We needed to see more evidence of re-wiring the financial framework for prevention, not only more effective and appropriate NHS treatment if the NHS is really to deliver the prevention shift. Therefore, the mention that ‘we are designing a different approach’ that includes delivering the prevention shift is welcome. Given the imperatives to reduce waiting times, this needs to be implemented quickly, fully and with parity with wider priorities if the prevention shift is going to delivered.

Conclusion: where are the trade-offs?

Plans don’t deliver change, people do. But, plans can provide clarity of vision, purpose and goals, allowing people to be confident that they are working together to deliver coherent and strategic change. Therefore, this publication, and the new multi-year focus is extremely welcome.

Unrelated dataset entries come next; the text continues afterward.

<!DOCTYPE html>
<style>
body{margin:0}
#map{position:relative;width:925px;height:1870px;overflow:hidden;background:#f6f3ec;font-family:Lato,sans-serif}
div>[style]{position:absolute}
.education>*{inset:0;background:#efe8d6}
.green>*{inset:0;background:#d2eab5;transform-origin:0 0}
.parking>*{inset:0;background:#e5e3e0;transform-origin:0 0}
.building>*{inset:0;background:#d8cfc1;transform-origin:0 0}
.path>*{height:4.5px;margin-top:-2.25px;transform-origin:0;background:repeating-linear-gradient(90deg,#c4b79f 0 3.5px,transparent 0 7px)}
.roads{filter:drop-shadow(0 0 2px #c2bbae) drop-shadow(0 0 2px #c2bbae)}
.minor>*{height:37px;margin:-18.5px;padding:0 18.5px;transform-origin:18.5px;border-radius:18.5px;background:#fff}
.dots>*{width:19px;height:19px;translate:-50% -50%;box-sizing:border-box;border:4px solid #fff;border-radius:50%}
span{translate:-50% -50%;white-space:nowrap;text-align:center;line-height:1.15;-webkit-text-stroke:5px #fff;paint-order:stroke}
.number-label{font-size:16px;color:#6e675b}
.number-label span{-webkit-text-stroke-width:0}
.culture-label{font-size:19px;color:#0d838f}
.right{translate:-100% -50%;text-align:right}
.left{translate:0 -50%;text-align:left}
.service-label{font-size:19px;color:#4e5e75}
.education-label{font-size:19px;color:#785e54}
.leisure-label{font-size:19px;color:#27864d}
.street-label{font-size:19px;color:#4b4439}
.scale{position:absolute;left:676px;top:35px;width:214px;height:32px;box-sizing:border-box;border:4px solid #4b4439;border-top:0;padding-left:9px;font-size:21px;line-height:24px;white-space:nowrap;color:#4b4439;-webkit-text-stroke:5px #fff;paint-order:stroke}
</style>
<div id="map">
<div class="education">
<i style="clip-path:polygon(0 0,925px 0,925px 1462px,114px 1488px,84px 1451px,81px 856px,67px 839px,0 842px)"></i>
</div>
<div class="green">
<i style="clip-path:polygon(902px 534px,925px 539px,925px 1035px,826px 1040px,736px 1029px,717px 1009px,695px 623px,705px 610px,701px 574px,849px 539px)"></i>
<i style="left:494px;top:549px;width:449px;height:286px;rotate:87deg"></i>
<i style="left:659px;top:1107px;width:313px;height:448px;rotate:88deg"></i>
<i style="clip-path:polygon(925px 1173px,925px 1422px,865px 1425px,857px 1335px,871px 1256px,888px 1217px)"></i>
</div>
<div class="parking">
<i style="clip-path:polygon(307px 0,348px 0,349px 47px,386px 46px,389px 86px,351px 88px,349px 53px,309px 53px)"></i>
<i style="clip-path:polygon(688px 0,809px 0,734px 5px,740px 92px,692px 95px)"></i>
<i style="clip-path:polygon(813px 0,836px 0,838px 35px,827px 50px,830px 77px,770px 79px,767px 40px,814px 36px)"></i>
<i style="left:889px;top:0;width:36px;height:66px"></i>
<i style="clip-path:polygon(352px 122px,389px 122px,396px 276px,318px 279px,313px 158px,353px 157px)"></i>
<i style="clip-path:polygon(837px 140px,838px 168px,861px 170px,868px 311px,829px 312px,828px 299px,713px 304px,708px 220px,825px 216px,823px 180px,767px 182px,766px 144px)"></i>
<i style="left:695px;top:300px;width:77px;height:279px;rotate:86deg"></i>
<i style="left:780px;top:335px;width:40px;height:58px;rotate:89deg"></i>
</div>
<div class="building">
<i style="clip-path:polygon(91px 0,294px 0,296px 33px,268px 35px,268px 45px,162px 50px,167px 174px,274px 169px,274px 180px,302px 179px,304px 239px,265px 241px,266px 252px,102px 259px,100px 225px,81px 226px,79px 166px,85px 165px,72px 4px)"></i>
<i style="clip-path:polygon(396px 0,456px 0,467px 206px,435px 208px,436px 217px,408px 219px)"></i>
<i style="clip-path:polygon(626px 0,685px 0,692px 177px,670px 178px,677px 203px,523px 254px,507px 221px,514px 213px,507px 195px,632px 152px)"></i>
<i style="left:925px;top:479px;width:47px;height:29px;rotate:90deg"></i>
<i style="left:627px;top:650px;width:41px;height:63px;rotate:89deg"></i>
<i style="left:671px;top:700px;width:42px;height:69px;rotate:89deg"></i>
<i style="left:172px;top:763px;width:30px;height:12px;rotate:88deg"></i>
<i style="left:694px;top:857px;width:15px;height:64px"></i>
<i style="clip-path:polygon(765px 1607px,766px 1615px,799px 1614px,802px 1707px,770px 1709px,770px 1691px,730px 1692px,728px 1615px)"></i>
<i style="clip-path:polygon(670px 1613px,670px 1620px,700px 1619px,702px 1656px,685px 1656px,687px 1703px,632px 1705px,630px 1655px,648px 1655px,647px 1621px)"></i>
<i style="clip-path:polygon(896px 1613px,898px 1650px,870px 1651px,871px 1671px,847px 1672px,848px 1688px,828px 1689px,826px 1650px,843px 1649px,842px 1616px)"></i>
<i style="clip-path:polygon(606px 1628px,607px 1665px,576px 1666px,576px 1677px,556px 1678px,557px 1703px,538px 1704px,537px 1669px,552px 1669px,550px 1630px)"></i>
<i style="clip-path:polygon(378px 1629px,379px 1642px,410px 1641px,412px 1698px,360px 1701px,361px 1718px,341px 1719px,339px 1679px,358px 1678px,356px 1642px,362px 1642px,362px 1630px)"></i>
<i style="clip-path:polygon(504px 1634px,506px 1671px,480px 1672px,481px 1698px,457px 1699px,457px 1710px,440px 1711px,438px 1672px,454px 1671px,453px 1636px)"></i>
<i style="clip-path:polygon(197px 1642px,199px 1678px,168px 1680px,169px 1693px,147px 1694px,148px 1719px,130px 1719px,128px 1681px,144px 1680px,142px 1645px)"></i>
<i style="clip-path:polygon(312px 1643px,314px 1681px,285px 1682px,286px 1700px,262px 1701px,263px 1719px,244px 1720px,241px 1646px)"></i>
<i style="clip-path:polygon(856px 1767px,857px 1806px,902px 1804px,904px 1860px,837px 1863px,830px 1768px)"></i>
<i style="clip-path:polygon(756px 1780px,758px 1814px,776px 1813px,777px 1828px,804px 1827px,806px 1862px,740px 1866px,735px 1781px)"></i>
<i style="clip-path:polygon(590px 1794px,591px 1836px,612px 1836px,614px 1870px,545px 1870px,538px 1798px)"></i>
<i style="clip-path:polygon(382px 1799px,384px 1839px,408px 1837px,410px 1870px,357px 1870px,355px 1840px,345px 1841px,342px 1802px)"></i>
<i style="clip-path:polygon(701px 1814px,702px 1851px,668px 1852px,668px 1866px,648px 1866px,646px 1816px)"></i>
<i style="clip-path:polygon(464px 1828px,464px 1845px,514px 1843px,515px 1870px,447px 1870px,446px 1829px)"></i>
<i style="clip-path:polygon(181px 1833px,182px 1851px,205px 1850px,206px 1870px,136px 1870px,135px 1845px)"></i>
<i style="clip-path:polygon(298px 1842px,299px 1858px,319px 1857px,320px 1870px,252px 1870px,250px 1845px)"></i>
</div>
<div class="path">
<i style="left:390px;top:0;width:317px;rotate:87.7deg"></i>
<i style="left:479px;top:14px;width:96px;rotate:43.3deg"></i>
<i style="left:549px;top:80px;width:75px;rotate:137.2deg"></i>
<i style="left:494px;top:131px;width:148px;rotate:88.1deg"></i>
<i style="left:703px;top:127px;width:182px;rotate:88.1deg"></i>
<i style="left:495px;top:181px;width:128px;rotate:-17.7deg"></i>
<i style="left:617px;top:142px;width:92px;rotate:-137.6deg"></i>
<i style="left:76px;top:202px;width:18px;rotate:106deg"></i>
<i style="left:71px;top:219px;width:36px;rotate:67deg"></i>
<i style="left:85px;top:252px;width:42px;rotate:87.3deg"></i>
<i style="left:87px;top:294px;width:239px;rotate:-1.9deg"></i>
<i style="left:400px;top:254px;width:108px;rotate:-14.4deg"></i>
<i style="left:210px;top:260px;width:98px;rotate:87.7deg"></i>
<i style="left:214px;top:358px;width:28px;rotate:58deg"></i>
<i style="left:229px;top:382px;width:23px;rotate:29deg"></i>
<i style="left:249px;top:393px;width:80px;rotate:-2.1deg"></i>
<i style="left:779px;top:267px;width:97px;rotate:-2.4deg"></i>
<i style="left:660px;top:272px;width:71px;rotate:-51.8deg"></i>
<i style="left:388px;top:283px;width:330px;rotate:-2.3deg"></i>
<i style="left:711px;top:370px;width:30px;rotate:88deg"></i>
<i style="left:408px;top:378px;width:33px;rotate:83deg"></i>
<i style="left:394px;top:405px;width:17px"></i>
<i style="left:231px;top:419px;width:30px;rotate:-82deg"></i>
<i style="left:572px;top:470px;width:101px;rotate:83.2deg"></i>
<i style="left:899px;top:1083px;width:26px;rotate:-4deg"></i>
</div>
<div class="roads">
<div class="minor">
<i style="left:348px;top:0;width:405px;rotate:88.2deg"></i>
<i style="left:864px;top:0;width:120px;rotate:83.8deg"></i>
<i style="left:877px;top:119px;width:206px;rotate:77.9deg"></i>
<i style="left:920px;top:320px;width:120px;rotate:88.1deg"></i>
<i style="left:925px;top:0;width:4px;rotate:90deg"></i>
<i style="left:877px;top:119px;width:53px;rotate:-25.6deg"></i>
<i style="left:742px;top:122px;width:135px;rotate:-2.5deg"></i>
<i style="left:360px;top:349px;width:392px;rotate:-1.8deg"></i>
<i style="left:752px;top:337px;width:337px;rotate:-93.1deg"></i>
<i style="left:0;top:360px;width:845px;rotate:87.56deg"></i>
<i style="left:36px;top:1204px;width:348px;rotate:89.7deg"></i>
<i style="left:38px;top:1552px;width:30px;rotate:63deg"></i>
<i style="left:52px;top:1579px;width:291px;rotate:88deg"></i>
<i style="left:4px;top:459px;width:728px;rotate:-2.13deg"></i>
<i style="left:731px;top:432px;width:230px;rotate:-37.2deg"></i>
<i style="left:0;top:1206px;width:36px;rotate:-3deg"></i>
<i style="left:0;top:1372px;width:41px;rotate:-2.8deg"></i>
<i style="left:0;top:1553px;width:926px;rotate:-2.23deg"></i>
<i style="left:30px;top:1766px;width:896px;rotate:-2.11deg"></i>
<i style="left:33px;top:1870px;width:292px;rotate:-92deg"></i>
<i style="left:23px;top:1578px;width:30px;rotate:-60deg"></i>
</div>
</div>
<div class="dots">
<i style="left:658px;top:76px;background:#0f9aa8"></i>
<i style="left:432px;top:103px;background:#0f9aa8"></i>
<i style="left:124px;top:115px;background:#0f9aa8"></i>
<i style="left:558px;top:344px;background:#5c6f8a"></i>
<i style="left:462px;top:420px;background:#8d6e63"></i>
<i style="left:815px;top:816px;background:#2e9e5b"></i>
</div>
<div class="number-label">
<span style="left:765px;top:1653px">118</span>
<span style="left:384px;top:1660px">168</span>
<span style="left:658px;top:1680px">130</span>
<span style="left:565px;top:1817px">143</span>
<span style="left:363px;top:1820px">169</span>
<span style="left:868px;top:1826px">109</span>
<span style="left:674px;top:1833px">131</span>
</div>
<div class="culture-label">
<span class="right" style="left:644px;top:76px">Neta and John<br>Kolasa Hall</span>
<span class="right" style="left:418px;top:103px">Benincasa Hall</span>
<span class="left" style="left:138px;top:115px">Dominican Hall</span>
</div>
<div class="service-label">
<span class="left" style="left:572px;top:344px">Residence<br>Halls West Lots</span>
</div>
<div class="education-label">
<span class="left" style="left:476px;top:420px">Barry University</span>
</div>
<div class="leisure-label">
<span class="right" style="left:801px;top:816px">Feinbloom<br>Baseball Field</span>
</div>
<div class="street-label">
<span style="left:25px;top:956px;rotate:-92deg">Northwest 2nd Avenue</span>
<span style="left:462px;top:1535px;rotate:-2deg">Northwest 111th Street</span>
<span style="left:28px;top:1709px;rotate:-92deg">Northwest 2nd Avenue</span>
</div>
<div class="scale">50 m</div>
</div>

But this planning framework is wide-ranging – there are a huge number of areas and priorities set out in this framework. Where are the trade-offs? What are local leaders going to be able to stop doing, in order to deliver this step change in performance alongside transformation of service delivery? It remains to be seen whether it this is realistic and deliverable, and therefore ultimately – whether patients will see significant improvement.